═══ Provided records
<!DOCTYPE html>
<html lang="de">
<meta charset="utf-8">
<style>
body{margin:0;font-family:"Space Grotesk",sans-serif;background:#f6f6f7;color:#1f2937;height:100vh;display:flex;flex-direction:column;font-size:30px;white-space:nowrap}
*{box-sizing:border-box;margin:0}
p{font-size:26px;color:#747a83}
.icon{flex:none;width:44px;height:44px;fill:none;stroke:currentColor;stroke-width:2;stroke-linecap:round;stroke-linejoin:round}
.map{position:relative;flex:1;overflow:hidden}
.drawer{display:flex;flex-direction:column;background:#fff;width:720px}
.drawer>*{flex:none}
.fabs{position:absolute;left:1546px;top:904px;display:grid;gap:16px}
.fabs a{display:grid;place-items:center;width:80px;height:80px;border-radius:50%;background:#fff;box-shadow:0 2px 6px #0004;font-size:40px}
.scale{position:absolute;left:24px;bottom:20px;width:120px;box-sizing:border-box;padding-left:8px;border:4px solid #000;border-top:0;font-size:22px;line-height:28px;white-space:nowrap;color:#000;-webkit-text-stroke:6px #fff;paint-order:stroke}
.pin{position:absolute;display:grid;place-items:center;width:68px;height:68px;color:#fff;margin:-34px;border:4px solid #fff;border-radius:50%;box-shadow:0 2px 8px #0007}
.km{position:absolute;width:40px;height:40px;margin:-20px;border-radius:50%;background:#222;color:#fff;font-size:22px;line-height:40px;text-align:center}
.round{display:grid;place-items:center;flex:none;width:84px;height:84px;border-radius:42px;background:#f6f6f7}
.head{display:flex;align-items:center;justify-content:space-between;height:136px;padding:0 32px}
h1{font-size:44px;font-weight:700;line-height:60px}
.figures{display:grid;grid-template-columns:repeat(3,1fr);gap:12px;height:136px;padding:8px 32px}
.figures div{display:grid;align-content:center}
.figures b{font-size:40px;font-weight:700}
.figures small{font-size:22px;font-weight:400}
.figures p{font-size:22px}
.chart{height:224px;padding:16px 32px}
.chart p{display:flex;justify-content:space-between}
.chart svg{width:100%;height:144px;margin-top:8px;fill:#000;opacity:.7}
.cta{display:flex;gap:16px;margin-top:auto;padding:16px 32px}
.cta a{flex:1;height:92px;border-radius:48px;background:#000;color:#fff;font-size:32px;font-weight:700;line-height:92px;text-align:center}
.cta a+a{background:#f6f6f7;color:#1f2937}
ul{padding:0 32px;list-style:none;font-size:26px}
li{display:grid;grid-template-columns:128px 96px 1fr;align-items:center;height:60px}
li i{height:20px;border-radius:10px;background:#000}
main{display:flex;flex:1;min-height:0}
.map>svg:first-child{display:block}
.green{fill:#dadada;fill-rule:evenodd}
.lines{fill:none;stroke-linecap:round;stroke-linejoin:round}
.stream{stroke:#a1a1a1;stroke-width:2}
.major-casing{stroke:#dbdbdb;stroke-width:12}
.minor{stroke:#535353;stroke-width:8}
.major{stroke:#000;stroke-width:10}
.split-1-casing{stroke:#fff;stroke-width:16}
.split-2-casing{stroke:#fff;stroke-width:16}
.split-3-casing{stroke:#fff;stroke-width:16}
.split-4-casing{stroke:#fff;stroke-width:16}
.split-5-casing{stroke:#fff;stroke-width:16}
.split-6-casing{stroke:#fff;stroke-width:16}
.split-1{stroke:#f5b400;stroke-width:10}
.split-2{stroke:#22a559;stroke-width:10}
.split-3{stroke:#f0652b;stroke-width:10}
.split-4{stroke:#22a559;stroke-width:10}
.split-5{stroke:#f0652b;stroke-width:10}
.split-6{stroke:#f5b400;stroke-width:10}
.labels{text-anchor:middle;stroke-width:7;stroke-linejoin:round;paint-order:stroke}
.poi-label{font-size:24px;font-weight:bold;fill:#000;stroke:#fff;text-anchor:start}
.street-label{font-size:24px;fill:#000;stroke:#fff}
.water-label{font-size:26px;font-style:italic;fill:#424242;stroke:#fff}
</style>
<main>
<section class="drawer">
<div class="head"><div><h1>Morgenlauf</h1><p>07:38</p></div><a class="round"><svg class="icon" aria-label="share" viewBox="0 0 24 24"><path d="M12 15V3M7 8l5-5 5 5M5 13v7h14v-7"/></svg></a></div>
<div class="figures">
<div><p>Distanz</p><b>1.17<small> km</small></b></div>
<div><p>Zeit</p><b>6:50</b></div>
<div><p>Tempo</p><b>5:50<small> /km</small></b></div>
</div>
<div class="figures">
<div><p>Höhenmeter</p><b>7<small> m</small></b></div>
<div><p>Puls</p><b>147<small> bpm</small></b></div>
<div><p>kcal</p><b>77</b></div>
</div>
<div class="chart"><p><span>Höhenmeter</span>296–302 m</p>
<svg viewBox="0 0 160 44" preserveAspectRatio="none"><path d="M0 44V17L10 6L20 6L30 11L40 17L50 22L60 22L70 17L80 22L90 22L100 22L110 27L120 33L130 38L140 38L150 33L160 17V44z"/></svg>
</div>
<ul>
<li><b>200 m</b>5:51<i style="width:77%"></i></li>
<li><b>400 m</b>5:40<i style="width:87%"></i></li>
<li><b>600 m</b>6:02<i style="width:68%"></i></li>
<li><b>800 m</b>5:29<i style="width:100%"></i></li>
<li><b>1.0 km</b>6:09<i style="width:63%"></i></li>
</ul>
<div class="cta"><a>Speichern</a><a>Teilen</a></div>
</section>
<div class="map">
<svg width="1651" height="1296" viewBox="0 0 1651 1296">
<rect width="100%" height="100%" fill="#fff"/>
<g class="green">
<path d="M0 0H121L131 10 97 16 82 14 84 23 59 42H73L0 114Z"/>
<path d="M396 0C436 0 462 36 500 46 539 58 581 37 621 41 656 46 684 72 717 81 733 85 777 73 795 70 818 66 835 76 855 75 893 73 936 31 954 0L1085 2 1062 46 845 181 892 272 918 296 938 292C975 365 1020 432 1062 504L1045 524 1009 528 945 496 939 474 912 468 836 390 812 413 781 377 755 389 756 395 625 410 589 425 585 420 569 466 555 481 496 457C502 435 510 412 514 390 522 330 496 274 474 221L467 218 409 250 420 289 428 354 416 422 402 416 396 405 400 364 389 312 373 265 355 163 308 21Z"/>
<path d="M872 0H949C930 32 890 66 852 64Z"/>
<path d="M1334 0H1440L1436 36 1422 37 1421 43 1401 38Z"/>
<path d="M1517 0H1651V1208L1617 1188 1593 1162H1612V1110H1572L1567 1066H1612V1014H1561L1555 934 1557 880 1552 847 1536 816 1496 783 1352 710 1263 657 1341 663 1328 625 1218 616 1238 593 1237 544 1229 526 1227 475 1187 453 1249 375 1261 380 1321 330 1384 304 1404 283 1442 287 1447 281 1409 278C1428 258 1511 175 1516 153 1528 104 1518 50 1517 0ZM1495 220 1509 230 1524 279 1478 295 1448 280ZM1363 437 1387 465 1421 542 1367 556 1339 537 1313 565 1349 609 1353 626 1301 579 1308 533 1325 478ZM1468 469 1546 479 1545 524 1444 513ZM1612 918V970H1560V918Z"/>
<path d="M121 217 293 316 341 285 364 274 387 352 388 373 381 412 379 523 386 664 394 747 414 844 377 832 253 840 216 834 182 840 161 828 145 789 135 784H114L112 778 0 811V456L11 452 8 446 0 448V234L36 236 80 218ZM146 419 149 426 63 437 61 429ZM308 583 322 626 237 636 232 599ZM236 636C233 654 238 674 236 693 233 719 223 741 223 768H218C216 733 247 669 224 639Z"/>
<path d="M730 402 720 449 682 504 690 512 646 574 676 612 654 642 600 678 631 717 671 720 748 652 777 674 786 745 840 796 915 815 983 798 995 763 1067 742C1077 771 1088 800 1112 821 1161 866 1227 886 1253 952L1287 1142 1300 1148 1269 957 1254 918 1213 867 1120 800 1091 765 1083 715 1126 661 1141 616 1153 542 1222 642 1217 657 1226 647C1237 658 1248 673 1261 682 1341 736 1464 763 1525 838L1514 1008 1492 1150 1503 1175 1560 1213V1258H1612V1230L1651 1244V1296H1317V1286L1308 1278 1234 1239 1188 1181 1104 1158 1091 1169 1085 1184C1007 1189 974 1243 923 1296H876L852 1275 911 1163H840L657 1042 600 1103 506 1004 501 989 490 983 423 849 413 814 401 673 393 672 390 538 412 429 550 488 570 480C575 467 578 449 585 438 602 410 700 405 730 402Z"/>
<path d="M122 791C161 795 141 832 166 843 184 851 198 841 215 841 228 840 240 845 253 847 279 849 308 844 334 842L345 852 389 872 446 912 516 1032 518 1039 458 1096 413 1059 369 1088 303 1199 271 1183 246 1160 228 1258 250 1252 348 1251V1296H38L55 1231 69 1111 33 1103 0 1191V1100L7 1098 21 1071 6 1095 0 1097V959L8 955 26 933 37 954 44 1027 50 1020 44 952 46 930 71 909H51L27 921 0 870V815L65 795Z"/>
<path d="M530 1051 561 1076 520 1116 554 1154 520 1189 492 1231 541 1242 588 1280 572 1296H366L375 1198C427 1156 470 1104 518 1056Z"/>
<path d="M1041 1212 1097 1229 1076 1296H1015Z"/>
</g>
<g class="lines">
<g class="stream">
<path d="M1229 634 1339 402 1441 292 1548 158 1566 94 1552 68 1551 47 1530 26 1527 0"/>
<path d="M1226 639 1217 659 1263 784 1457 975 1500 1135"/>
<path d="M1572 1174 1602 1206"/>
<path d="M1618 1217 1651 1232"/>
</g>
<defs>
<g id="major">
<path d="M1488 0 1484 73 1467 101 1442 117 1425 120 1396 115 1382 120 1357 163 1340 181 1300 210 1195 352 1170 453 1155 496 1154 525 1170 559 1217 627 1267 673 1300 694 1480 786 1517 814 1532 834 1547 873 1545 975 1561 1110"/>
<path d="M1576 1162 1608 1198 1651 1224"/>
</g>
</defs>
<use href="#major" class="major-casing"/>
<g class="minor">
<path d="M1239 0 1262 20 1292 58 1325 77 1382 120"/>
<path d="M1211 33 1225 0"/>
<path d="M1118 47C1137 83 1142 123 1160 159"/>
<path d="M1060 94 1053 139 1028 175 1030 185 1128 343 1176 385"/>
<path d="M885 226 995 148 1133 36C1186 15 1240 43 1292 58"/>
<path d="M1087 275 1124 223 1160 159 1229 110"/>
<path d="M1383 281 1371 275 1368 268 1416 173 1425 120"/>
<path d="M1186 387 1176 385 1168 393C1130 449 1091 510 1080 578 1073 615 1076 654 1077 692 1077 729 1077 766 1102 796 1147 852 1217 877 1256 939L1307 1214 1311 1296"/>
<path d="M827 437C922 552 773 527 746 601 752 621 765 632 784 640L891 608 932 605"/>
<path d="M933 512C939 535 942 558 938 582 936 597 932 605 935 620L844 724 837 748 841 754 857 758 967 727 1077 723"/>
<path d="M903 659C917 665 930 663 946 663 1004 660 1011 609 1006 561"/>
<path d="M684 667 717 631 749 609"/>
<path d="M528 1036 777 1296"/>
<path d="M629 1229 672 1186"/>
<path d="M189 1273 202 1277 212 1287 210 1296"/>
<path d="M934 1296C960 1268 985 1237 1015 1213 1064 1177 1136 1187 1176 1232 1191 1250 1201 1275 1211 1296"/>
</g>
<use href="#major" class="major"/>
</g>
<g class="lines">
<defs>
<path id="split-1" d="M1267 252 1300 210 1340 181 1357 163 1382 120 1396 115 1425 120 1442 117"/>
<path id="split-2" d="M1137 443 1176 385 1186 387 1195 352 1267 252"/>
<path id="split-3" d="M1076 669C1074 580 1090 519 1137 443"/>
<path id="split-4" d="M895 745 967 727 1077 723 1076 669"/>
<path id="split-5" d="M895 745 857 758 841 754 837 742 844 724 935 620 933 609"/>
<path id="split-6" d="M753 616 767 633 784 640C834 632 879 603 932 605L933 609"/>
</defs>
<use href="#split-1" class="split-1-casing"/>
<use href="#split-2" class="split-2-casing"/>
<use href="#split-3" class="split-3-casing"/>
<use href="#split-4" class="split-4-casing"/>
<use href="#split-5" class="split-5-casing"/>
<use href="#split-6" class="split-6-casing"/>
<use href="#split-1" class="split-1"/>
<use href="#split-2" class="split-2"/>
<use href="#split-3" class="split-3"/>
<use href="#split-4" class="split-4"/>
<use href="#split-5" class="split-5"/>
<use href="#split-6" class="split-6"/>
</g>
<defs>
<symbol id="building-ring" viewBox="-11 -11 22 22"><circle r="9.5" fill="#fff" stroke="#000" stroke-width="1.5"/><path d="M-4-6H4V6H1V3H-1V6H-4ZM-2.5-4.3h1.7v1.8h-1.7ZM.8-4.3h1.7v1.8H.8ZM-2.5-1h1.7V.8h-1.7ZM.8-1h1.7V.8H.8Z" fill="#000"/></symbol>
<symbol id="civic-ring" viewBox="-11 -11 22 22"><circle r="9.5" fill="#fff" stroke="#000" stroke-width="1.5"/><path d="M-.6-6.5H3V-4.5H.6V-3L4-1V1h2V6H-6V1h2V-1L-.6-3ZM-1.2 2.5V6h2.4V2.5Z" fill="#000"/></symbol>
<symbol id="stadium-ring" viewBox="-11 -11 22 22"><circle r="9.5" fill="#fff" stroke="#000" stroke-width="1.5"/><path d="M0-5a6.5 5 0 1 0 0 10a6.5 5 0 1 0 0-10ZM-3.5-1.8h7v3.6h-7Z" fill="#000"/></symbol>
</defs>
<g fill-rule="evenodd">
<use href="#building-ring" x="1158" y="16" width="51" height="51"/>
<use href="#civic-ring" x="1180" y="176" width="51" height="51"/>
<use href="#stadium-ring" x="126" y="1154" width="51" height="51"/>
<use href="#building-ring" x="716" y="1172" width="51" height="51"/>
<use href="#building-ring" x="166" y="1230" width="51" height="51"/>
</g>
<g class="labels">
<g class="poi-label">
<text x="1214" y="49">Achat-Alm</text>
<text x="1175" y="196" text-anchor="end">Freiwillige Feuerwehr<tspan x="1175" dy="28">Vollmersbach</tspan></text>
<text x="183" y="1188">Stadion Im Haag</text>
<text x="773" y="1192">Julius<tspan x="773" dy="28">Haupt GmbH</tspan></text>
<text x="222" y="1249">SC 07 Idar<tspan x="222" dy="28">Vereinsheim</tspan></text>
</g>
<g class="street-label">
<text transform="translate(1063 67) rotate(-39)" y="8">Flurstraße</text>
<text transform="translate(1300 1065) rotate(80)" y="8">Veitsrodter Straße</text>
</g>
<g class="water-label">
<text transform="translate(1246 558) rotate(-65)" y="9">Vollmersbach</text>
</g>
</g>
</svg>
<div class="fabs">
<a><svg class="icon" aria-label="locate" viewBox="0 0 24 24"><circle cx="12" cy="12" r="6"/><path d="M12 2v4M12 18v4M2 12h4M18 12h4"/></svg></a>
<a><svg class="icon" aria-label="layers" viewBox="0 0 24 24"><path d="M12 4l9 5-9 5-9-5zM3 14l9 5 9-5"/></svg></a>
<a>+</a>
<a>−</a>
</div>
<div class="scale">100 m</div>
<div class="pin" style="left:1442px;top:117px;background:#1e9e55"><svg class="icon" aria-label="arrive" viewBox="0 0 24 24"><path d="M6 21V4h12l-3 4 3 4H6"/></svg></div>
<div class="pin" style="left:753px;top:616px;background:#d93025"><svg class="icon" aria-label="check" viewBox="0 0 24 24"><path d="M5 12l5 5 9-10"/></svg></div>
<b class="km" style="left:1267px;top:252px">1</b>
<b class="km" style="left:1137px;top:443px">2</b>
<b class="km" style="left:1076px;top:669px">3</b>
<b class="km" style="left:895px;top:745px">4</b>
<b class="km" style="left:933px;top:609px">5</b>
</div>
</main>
══════
- **Exercise prompt**:
Copy every line from the data that includes the string "scale".

- **Solution to the problem**:
.scale{position:absolute;left:24px;bottom:20px;width:120px;box-sizing:border-box;padding-left:8px;border:4px solid #000;border-top:0;font-size:22px;line-height:28px;white-space:nowrap;color:#000;-webkit-text-stroke:6px #fff;paint-order:stroke}
<div class="scale">100 m</div>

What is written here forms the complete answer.